Quando sentei no auditório do CAHL(Centro de Artes Humanidades e Letras) da UFRB, vinte anos depois, para reviver essa experiência, havia me esquecido de boa parte do filme. Lembrava de seu começo, claro, com a imagem gratuitamente transgressora do Lula crucificado. Fingir-se de Cristo faz parte da iconografia dos marginalizados. Um transformista contorce seu corpo nu e mortificado sobre uma cruz colorida e ainda hoje fere suscetibilidades judaico-cristãs. Mas a cena que permaneceu em minha mente com tão cristalina insistência não foi exatamente essa. Aguardava com ansiedade o momento em que Lula, Caveira e seu amigo – que não é nomeado no filme – ficassem sozinhos em um pequeno quarto e fumassem um cigarro de maconha. Foi preciso que mais da terça parte do filme se passasse para o surgimento da minha sinédoque particular, pois todo o Meteorango Kid condensava-se neste núcleo dramatúrgico e sobrevivia somente para sua lembrança. Agora, me debruçava na cadeira de trás para ter uma visão de perfil daquele jovem cinéfilo que assistia uma obra inteira para guardar dela um simples resíduo, e tentava entender o porquê, os motivos por trás desse corte cujos resultados impediam o acesso a uma experiência na época sentida em sua totalidade.

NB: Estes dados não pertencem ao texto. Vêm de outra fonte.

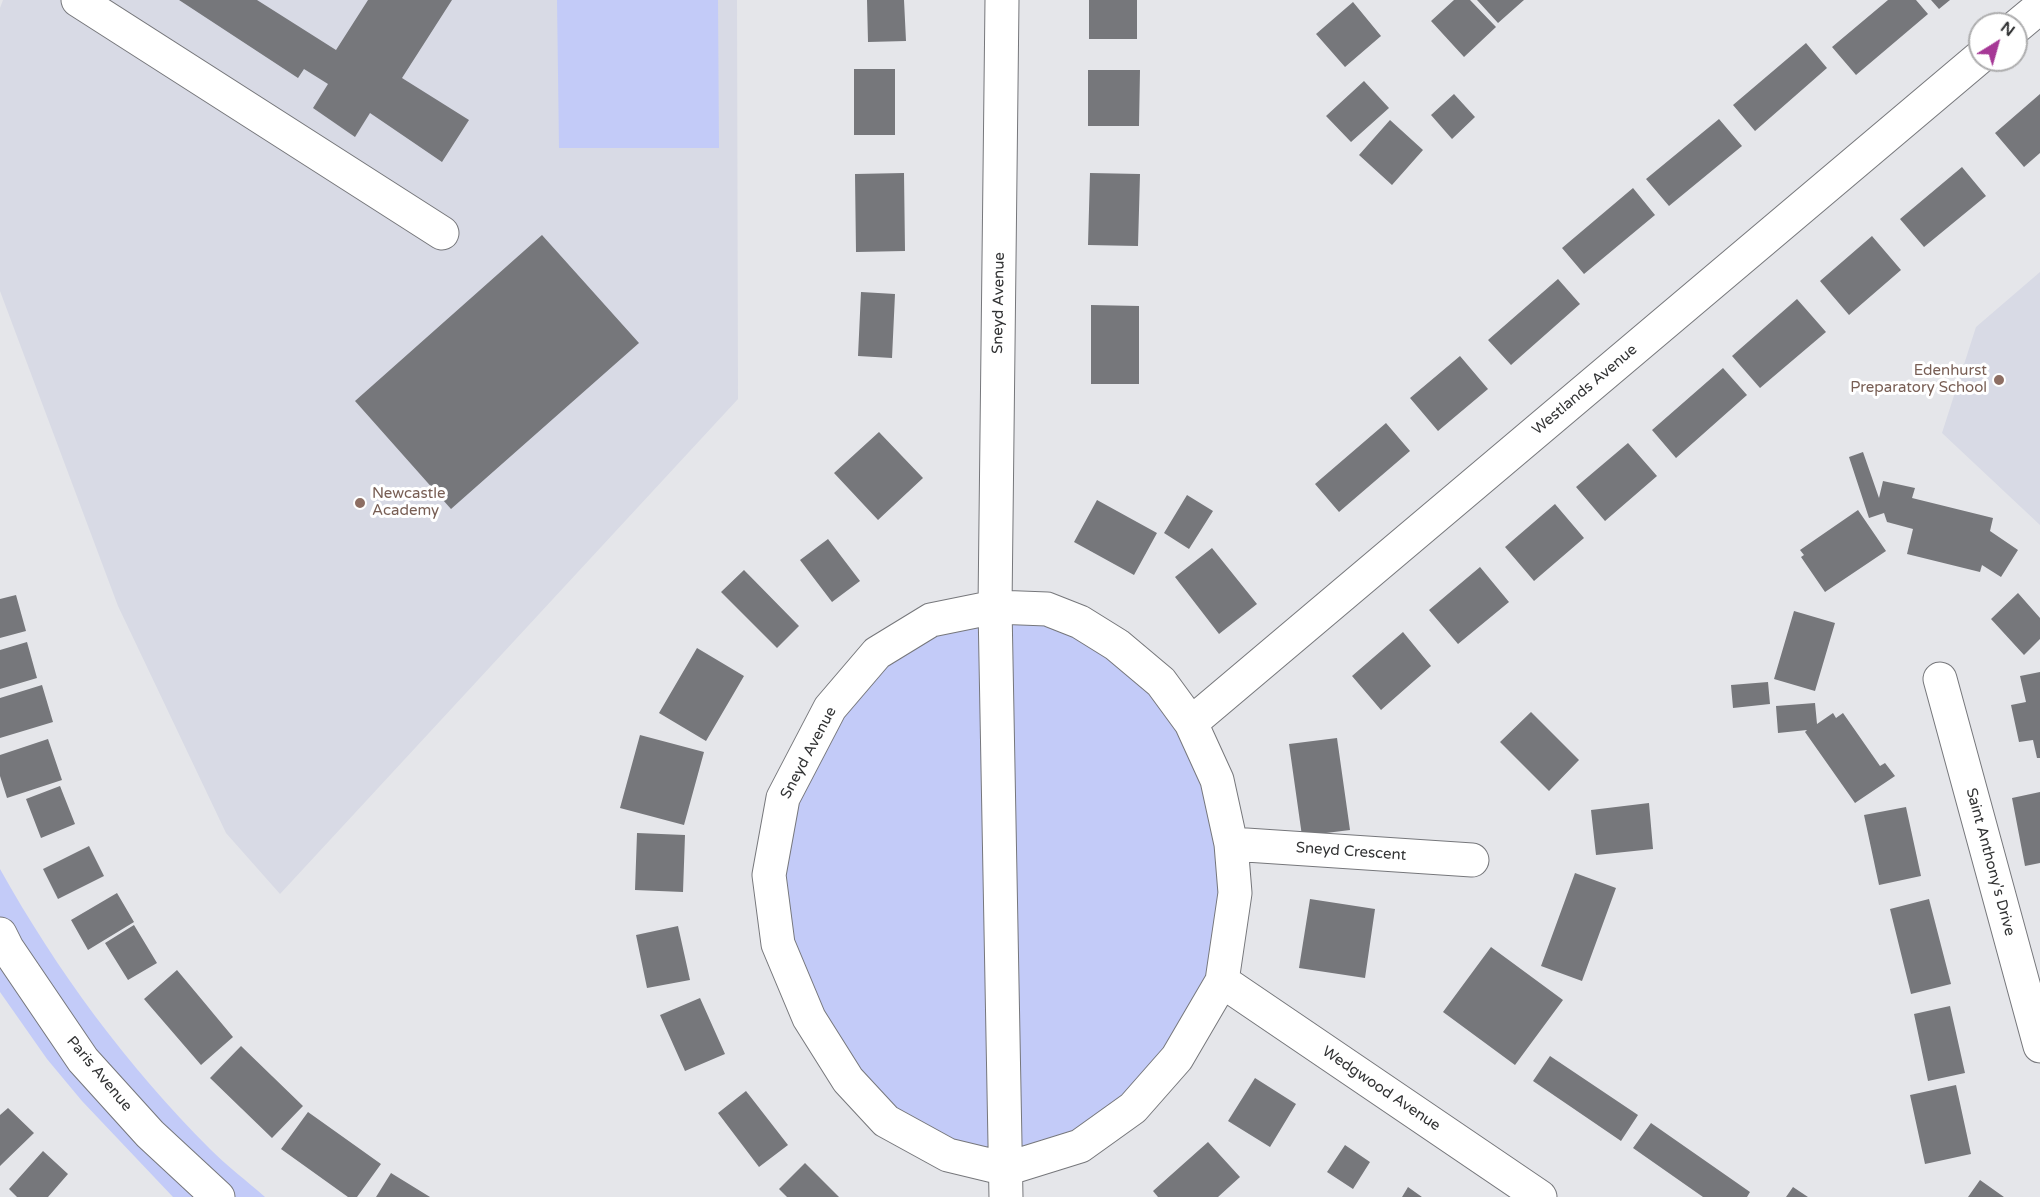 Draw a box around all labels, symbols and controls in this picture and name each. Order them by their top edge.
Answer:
north arrow [1968,12,2028,72]
text: N [1996,17,2019,41]
street label: Sneyd Avenue [989,252,1009,354]
street label: Westlands Avenue [1529,341,1641,439]
place label: Edenhurst Preparatory School [1850,362,1987,397]
marker: Edenhurst Preparatory School [1992,373,2006,387]
place label: Newcastle Academy [372,485,446,520]
marker: Newcastle Academy [353,496,367,510]
street label: Sneyd Avenue [777,704,841,802]
street label: Saint Anthony's Drive [1962,786,2018,938]
street label: Sneyd Crescent [1295,839,1407,865]
street label: Paris Avenue [62,1033,136,1115]
street label: Wedgwood Avenue [1318,1043,1444,1135]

Antes de continuar com essa minha pesquisa íntima gostaria de abrir um breve parêntese. Não quero aqui afirmar o primado de uma memória onde os mecanismos de seleção e exclusão ajam como a repescagem de “momentos sínteses” de experiências marcantes. Às vezes filmes completamente banais ocupam um espaço demasiado e obras significativas escondem-se atrás de entulhos e, por conta disso, corre-se o risco de não sobrar nenhum sinal de seu depósito. Todo esse processo envolvendo lembrança e esquecimento parece obedecer a uma estranha economia na qual a imagem não é medida exclusivamente por seu valor de utilidade. No entanto, por essas coincidências felizes da vida, o que minhas reminiscências retinham de Meteorango Kid também se ramificava a partir do ponto nevrálgico do drama. Quando revi o filme, entendi alguns elementos que desde aquela época me chamaram a atenção e se sedimentaram a ponto de constituir parte de meu imaginário cinematográfico.
Primeiro, não há como ignorar a potência criativa da cena que sempre retornava a minha memória quando o assunto era Meteorango Kid. Dificilmente se achará no cinema abordagem tão frontal e verossimilhante de uma bad trip. Com poucos recursos, a partir de cortes secos, somente com um colchão mulambento dentro de um ambiente fechado, André Luiz Oliveira compõe um eletrizante quadro em cujo centro bate em disritmia o coração paranoico. Ele pulsa dentro de corpos relaxados para desfigurar o gesto em pequenos e insensíveis aceleramentos, até o surgimento de uma gargalhada gratuita. O descompromisso debochado com o mundo adulto, aparentemente protegido pelas paredes sujas do quarto-e-sala, vai sendo aos poucos impregnado pela peste e pela crueldade. Esses miasmas chegam ali através do jovem sem nome, que esconde seu corpo em um casaco jeans, afrontando a seminudez de Lula e Caveira com seu pudor proletário. Sua barba malfeita, seu ensimesmamento concentrado, se afigura como a prostração do engajamento diante da alienação. Lula é um remediado – avacalha o sistema, porque, em certo sentido, o sistema o protege como filho abastado. Seu amigo torna-se um intruso no momento em que resiste a se entregar a esse avacalhe – sua condição subalterna o impede de provar o anarquismo como remédio.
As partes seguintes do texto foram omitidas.